Let $V$ be a vector space with basis $\mathcal{B}$, $\mathcal{A} \subseteq \mathcal{B}$ and $S$ a subspace with basis $\mathcal{C}$. I think (am I'm trying to prove) that \begin{equation} S \cap \operatorname{span} (\mathcal{A}) = \operatorname{span} (\mathcal{C}) \cap \operatorname{span} (\mathcal{A}) = \operatorname{span} (\mathcal{C} \cap \operatorname{span} (\mathcal{A})) \end{equation} I think so since if we take all vectors as combinations from $\mathcal{B}$, we see that every $c_i \in \mathcal{C}$ is $\sum a_i b_i$, $b_i \in \mathcal{B}$. The consequence of this is that some vectors in the basis of $S$ might be linear combinations of the subset $\mathcal{A}$, if it contains enough vectors to generate this $c_i$. So, if $c_i \in \operatorname{span} (\mathcal{A})$, we have that the direct sum defining the intersection subspace will contain the span of $c_i$, since both subspaces will be able to generate this vector $c_i$ and its combinations by spanning. If some $c_i$ contains in its combinations an element of $\mathcal{B}$ that is not in $\mathcal{A}$, we know that the span of $\mathcal{A}$ won't be able to generate the $c_i$ and consequently none of its combinations. Hence, every basis for $S$ which is a linear combination of elements of $\mathcal{A}$ has its spanning contained in the spanning of $\mathcal{A}$, but any $c_i$ which cannot be generated by $\operatorname{span} (\mathcal{A})$ won't have its span contained in the span of $\operatorname{span} (\mathcal{A})$.

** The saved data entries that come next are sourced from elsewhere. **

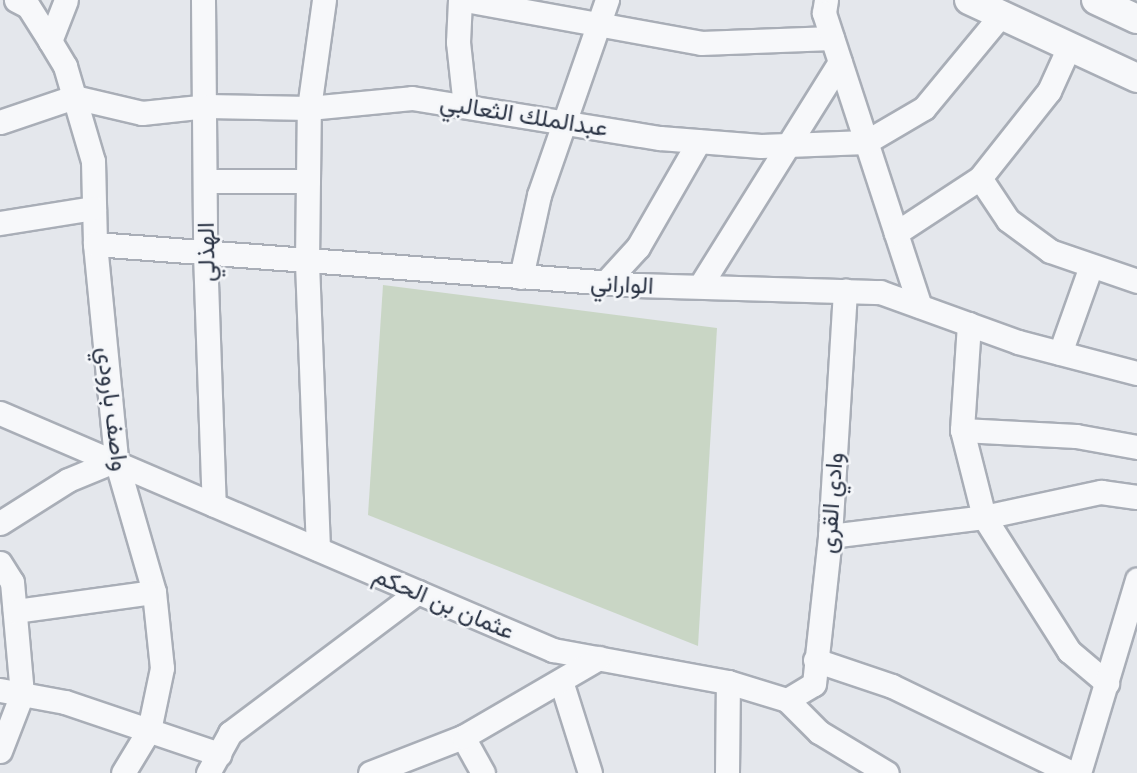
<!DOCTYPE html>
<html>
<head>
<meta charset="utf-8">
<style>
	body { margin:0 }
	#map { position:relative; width:1137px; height:773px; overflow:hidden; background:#e4e7ec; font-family:Raleway,Vazirmatn,sans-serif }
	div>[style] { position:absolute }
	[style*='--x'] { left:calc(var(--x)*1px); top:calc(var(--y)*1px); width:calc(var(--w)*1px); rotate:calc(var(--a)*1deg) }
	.green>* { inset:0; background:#c9d6c5 }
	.roads { filter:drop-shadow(2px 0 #a9aeb7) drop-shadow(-2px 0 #a9aeb7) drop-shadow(0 2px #a9aeb7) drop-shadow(0 -2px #a9aeb7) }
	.minor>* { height:23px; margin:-11.5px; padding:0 11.5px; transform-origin:11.5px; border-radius:11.5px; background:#f7f8fa }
	.tertiary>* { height:28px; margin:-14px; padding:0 14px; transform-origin:14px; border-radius:14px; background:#f7f8fa }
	span { translate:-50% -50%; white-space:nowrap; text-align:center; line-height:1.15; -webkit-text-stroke:5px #f4f6f9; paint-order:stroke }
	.street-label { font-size:24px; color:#2b3445 }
</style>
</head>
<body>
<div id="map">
	<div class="green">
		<div style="clip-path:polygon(383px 285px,717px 328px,698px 646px,368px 515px)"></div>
	</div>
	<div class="roads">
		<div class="minor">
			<div style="--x:16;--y:0;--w:13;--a:27"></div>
			<div style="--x:28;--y:6;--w:41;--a:57.8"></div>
			<div style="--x:66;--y:0;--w:44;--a:111.3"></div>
			<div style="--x:50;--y:41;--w:29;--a:59"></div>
			<div style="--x:65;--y:66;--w:99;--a:73.6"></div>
			<div style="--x:93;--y:161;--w:83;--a:88.6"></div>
			<div style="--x:95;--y:244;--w:217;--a:84.4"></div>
			<div style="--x:116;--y:460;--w:137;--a:73.9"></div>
			<div style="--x:154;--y:592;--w:76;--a:84"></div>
			<div style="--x:162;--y:668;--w:63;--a:101.8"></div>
			<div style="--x:149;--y:730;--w:50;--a:121.2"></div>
			<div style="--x:203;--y:0;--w:253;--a:89.5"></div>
			<div style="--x:205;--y:253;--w:252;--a:88"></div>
			<div style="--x:460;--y:0;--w:42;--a:92.7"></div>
			<div style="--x:458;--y:42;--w:64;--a:83.8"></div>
			<div style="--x:465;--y:0;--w:240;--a:10.3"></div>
			<div style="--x:701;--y:43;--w:131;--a:-2.2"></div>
			<div style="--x:826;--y:0;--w:13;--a:99"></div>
			<div style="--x:824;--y:13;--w:308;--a:71.9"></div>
			<div style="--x:0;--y:122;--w:78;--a:-18.7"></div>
			<div style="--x:74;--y:97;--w:70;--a:13.2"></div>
			<div style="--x:142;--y:113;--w:65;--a:-6.1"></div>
			<div style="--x:207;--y:106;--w:102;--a:1.1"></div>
			<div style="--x:309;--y:108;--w:103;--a:-5.5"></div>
			<div style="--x:412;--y:98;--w:251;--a:9.2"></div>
			<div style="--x:660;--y:138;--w:101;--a:4.5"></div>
			<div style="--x:761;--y:146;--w:105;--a:-2.2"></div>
			<div style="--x:866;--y:142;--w:67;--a:-30.4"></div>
			<div style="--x:924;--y:108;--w:121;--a:-50.4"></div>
			<div style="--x:980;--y:178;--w:50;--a:56.3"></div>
			<div style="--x:1008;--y:220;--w:52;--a:36.4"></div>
			<div style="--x:1050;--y:251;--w:92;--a:19"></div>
			<div style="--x:206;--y:181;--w:102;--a:0"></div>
			<div style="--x:0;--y:223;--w:95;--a:-9.1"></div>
			<div style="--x:896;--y:233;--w:100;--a:-33.2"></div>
			<div style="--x:980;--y:178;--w:111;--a:-51.6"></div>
			<div style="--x:1049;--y:91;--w:48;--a:-65.6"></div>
			<div style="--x:95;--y:244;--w:546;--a:4.31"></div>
			<div style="--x:639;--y:285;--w:241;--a:1.7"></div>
			<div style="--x:880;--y:292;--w:147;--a:19.9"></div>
			<div style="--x:1018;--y:342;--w:123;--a:14.6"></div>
			<div style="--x:521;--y:277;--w:84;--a:-77.6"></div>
			<div style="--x:539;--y:195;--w:207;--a:-70.8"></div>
			<div style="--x:605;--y:283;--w:49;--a:-47.5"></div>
			<div style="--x:638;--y:247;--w:122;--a:-60.1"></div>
			<div style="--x:700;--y:286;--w:264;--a:-58"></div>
			<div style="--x:969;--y:324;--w:106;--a:93.8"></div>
			<div style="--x:962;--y:430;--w:90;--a:75.8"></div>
			<div style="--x:984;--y:517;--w:159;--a:57.6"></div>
			<div style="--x:1069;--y:651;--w:50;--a:40.1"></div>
			<div style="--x:1060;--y:353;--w:92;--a:-70.4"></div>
			<div style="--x:0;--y:413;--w:602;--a:23.2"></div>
			<div style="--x:553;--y:650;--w:178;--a:10.4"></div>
			<div style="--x:728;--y:682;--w:62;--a:17"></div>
			<div style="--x:787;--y:700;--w:45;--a:45"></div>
			<div style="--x:819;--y:732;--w:79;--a:31.1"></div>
			<div style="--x:962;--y:430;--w:114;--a:3"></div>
			<div style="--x:1076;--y:436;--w:62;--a:10.2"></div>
			<div style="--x:0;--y:523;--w:80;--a:-32.3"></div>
			<div style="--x:68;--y:480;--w:52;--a:-22.6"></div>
			<div style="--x:830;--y:536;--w:155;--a:-7"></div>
			<div style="--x:984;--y:517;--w:120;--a:-12.1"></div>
			<div style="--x:1101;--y:492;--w:36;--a:8"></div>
			<div style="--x:318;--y:549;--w:287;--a:-92.2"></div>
			<div style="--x:307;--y:262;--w:154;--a:-89.3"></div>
			<div style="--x:309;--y:108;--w:109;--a:-82.1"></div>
			<div style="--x:0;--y:563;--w:22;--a:58"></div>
			<div style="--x:12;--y:582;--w:112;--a:84.9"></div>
			<div style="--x:22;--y:694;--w:61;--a:111.1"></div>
			<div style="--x:15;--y:611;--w:140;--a:-7.8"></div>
			<div style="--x:815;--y:660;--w:81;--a:18.7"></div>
			<div style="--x:892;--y:686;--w:200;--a:25.8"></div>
			<div style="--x:561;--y:681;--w:96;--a:72.5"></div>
			<div style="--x:0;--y:690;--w:66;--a:10.5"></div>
			<div style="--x:65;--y:702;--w:163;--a:18.7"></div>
			<div style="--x:787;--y:700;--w:31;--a:-31"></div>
			<div style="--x:814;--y:684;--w:149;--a:-83.8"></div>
			<div style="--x:830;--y:536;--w:246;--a:-86.5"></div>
			<div style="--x:463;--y:737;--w:41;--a:60.9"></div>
			<div style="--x:208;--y:773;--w:46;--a:-61.2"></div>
			<div style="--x:230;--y:733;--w:235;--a:-36.9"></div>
			<div style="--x:370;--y:773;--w:100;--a:-21.2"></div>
			<div style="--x:463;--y:737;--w:157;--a:-30.2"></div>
			<div style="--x:727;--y:773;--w:91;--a:-89.4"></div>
			<div style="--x:1079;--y:773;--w:202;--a:-73.3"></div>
		</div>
		<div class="tertiary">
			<div style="--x:969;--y:0;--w:185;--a:24.9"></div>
			<div style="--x:1096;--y:0;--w:45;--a:24.9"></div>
		</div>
	</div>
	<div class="street-label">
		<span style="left:524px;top:115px;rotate:9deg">عبدالملك الثعالبي</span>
		<span style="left:206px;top:252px;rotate:-91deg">الهذلي</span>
		<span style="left:622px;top:284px;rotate:3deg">الواراني</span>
		<span style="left:113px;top:409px;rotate:83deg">واصف بارودي</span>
		<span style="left:831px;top:503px;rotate:-86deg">وادي القرى</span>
		<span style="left:444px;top:603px;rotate:23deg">عثمان بن الحكم</span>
	</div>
</div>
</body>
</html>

Sorry for the redundancy in my explanation.
So, are my assumptions correct?
The first equality holds by definition.
For the second equality, let $U := \text{span}(\mathcal{A})$ so that we seek to verify $\text{span}(\mathcal{C}) \cap U \overset{?}{=} \text{span}(\mathcal{C} \cap U)$. It is not necessary to think about the basis $\mathcal{A}$.
It is also useful to recall the following characterization of span: for a set of vectors $\mathcal{B}$, its span $\text{span}(\mathcal{B})$ is the intersection of all subspaces containing those vectors.
The $\supseteq$ direction is straightforward: the left-hand side $\text{span}(\mathcal{C}) \cap U$ is a subspace that contains elements of $\mathcal{C} \cap U$, so in particular it contains $\text{span}(\mathcal{C} \cap U)$.
However, the other direction $\subseteq$ may not hold. A counterexample is $U = \text{span}((1,1))$ and $\mathcal{C} = \{(1,0), (0,1)\}$. The left-hand side is $U$ while the right-hand side is $\{0\}$.